Thursday, May 03, 2018

Trading For Bread~

kolkata's hand pulled rickshaw, British heritage in India, Kolkata stories
Since the end of the 19th century, hand-pulled rickshaws have been plying the streets of Kolkata. They have witnessed to and remained an integral part of Kolkata’s socio-economic evolution for over 100 years...

Trading for Bread…

The responsibility
 no longer seems a burden to him
It’s love for the people of this soil,
 and his family that he runs,
   With burnt soles, blood-oozing toes,
Hands steeled on handles, 
        Skin blind to rain and dust, he moves on.
The mouths of his children are hungry, raw.
So, no green fields, no blue skies- No leisure for him.
In his courtyard trees don’t flower,
Smoke rises from the hut on his return.
A row of small girls waits at home with their mother.
   They hold him tight for fear of losing…
Fed by work-bent mother  at night,the family
   plops onto the bed. This is another path
where all living beings enter unwittingly,
They dream luxuriously till the morning sets in again,
  ….Revealing, stretching another steamy open space
For one more day …
No pity, no patience!
Having enough sleep or eat is not important for the bread-winner
So is self-annihilation that scars
His flesh, bones, heart, guts and intestines….
There’s no escape.
Taking the vast light on his shoulders, the rickshaw-puller
Wakes up from an undersized sleep, and edges away again
…slowly slowly, towards the outermost road…

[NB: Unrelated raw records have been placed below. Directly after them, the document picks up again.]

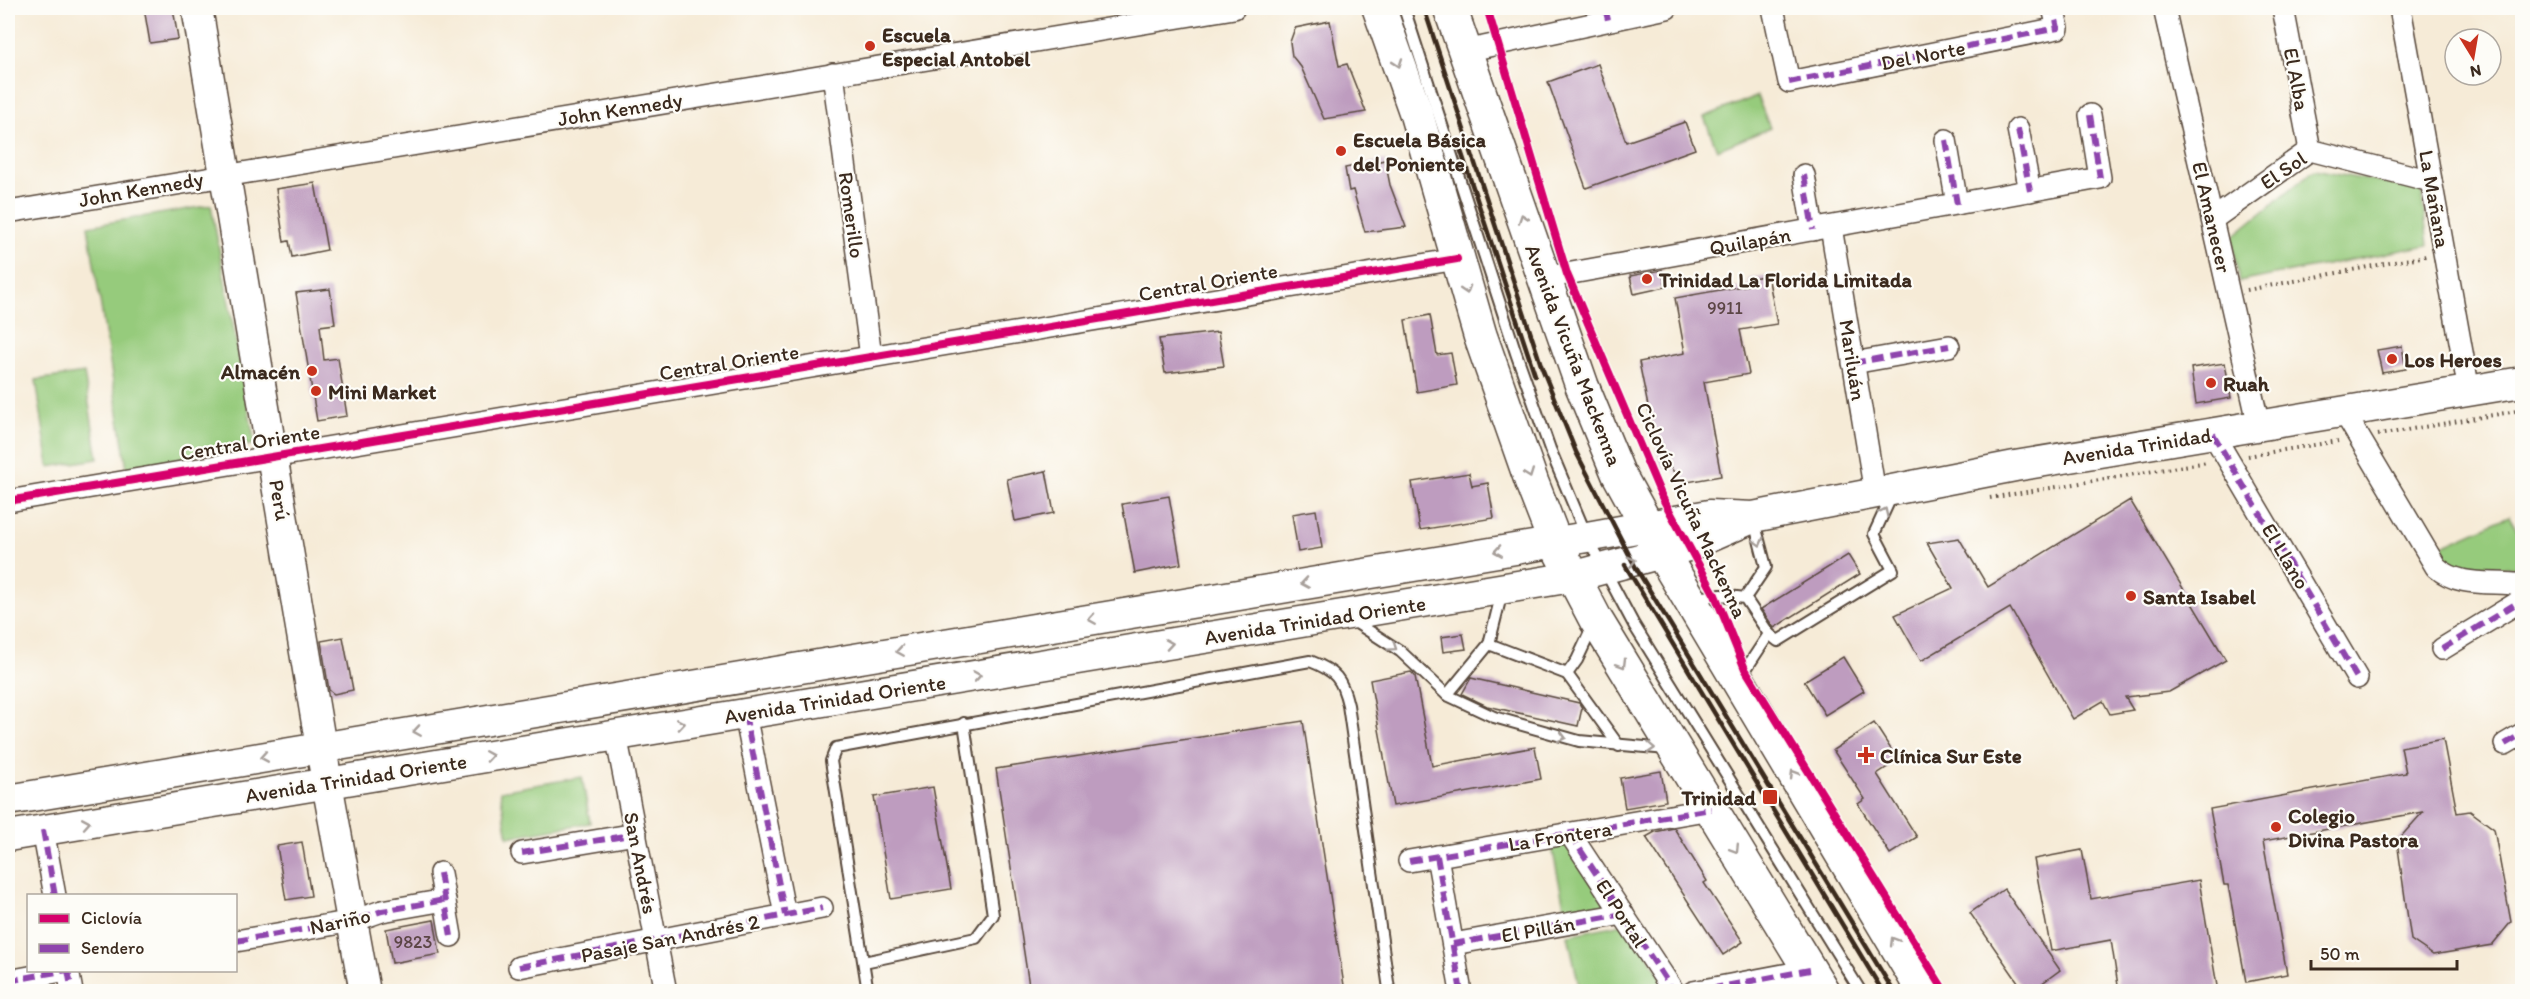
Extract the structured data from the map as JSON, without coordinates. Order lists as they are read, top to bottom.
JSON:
{
  "streets": {
    "main road": [
      "Avenida Vicuña Mackenna",
      "Avenida Trinidad",
      "Perú",
      "Avenida Trinidad Oriente"
    ],
    "street": [
      "Del Norte",
      "El Alba",
      "John Kennedy",
      "El Sol",
      "La Mañana",
      "Romerillo",
      "El Amanecer",
      "Quilapán",
      "Central Oriente",
      "Mariluán",
      "El Llano",
      "La Frontera",
      "San Andrés",
      "El Portal",
      "Nariño",
      "El Pillán",
      "Pasaje San Andrés 2"
    ],
    "cycle path": ["Ciclovía Vicuña Mackenna"]
  },
  "crossings": [
    ["El Alba", "El Sol"],
    ["John Kennedy", "Romerillo"],
    ["John Kennedy", "Perú"],
    ["El Sol", "La Mañana"],
    ["El Sol", "El Amanecer"],
    ["La Mañana", "Avenida Trinidad"],
    ["Romerillo", "Central Oriente"],
    ["El Amanecer", "Avenida Trinidad"],
    ["Quilapán", "Avenida Vicuña Mackenna"],
    ["Quilapán", "Mariluán"],
    ["Central Oriente", "Perú"],
    ["Avenida Vicuña Mackenna", "Avenida Trinidad"],
    ["Avenida Vicuña Mackenna", "Avenida Trinidad Oriente"],
    ["Mariluán", "Avenida Trinidad"],
    ["Avenida Trinidad", "El Llano"],
    ["Avenida Trinidad", "Avenida Trinidad Oriente"],
    ["Perú", "Avenida Trinidad Oriente"],
    ["Perú", "Nariño"],
    ["Avenida Trinidad Oriente", "San Andrés"],
    ["La Frontera", "El Portal"],
    ["San Andrés", "Pasaje San Andrés 2"],
    ["El Portal", "El Pillán"]
  ],
  "places": {
    "other": [
      "Escuela Especial Antobel",
      "Escuela Básica del Poniente",
      "Trinidad La Florida Limitada",
      "Los Heroes",
      "Almacén",
      "Ruah",
      "Mini Market",
      "Santa Isabel",
      "Colegio Divina Pastora"
    ],
    "health": ["Clínica Sur Este"],
    "transit": ["Trinidad"]
  },
  "house_numbers": ["9911", "9823"],
  "legend": ["Ciclovía", "Sendero"],
  "scale_bar": "50 m",
  "north": "bottom"
}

The spirit will linger, I know, the trips will continue-
Twisting turning roasting charring burning
The two sagging legs will keep rolling
    on the by lanes of the city.
Bent, breathless, stone-deaf to shaming policies, he’ll run
In the end, sometime, somewhere far…
    heaving, lurching across the steep path; fatigued,
In the unquenchable thirst of rest 
      … this pair of feet will die a death; a dry, brutal death
Media, NGOs will hog the limelight...
I'll bear the city-shame.

Kolkata's emblematic two-wheeled contraption has been a long-standing symbol of oppression. With the government's proposal to phase out these manual rickshaw, a part of the city's history, rather a part of its colonial vestige, will be deleted forever. Yet for a city that is desperately trying to grab on to the idea of a better, new world, it would have to take human development into account. However, while there is no denying the inhuman nature of a rickshaw puller's job, the men need to be assured of a livelihood once their current means is denied to them…..
Written for Susan's Prompt. Trade. 


  1. "They dream luxuriously till the morning sets in again,
    ….Revealing, stretching another steamy open space
    For one more day …
    No pity, no patience!"
    The trade off is inhuman, but so is starvation. What a parent will do for family never ceases to amaze me. You move me, too, with the plight of the rickshaw man and his rubbery legs. I think you've depicted this plight before, but this time, you give him--them--the respite of dreams. So totally human.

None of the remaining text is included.